-- Activity --
Which lines should be repeated? Exactly the one containing "Task: What data" and every line after it through the end of the entries below.

START Data for this exercise

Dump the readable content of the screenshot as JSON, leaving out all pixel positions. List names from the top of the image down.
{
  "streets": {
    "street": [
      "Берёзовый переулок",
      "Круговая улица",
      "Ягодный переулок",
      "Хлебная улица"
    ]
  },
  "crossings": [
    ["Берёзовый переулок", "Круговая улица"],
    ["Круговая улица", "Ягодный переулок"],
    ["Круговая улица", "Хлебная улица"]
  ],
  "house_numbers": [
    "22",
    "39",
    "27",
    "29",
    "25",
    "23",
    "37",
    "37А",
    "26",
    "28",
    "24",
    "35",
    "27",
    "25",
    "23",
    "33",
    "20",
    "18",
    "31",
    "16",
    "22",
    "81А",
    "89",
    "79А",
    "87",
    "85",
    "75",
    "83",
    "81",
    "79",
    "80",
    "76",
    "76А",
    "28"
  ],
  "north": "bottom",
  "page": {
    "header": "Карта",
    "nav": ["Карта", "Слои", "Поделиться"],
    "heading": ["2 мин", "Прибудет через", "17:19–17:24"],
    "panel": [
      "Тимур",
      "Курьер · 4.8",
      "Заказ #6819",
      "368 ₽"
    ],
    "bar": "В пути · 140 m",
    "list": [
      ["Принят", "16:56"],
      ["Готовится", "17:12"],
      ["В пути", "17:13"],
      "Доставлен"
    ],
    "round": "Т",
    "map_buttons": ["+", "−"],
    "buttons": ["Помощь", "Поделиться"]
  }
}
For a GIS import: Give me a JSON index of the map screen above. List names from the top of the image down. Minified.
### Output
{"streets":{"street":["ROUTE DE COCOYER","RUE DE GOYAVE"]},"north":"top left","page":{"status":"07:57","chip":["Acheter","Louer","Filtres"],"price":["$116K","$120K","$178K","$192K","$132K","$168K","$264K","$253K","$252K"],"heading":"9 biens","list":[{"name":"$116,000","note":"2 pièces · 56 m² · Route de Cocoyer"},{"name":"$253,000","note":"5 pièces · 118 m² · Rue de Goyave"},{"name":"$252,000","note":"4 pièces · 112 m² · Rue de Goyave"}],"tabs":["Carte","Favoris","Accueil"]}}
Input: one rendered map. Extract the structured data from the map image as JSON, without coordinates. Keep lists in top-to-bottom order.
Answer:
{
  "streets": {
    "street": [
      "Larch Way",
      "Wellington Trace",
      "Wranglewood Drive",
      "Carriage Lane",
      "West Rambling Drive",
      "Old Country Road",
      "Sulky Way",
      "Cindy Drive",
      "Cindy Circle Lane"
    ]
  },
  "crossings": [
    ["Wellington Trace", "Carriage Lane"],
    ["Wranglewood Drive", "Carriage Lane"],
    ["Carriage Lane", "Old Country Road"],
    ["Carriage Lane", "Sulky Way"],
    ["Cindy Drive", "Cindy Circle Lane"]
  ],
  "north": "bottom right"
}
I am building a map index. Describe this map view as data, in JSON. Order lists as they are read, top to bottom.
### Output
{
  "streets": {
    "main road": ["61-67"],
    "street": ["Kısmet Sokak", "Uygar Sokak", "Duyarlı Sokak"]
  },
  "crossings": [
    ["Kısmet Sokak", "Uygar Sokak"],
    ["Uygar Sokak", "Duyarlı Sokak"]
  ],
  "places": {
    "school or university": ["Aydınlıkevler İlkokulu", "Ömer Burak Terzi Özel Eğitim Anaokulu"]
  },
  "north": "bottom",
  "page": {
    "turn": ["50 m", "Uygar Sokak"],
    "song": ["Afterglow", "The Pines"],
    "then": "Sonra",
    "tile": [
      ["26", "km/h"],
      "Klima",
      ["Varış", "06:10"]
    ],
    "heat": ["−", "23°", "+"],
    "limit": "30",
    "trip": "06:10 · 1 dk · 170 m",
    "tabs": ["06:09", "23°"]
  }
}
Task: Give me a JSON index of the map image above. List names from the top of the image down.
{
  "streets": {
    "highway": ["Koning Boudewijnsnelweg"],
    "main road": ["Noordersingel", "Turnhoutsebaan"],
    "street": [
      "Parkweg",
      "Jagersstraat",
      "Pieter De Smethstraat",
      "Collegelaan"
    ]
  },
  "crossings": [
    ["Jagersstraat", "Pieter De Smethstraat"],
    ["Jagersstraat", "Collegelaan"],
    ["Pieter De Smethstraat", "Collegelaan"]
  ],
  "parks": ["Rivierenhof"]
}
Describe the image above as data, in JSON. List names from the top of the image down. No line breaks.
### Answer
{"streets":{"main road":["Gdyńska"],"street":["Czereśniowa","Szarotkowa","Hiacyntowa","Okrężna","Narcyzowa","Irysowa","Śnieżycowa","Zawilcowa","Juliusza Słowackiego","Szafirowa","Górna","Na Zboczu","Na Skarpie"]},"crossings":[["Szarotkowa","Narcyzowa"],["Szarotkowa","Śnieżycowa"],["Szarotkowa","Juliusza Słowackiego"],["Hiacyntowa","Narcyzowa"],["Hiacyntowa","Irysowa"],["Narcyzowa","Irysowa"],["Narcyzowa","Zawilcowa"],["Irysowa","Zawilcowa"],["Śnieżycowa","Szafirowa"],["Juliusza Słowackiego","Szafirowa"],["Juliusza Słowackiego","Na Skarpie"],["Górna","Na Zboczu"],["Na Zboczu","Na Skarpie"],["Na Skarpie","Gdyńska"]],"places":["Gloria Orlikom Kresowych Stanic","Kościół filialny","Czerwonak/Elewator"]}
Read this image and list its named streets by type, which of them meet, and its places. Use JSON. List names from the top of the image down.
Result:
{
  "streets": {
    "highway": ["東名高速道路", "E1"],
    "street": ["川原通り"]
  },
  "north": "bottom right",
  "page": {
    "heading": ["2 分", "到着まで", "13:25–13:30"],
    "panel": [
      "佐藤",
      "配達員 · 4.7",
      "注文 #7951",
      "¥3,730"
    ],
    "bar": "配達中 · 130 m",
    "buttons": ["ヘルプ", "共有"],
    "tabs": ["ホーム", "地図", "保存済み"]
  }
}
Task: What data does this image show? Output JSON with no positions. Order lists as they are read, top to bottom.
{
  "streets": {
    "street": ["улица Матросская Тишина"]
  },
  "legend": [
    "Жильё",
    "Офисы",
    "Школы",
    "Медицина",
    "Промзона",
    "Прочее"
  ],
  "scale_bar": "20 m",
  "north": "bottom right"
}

END Data for this exercise

-- Exercise answer --
Task: What data does this image show? Output JSON with no positions. Order lists as they are read, top to bottom.
{
  "streets": {
    "street": ["улица Матросская Тишина"]
  },
  "legend": [
    "Жильё",
    "Офисы",
    "Школы",
    "Медицина",
    "Промзона",
    "Прочее"
  ],
  "scale_bar": "20 m",
  "north": "bottom right"
}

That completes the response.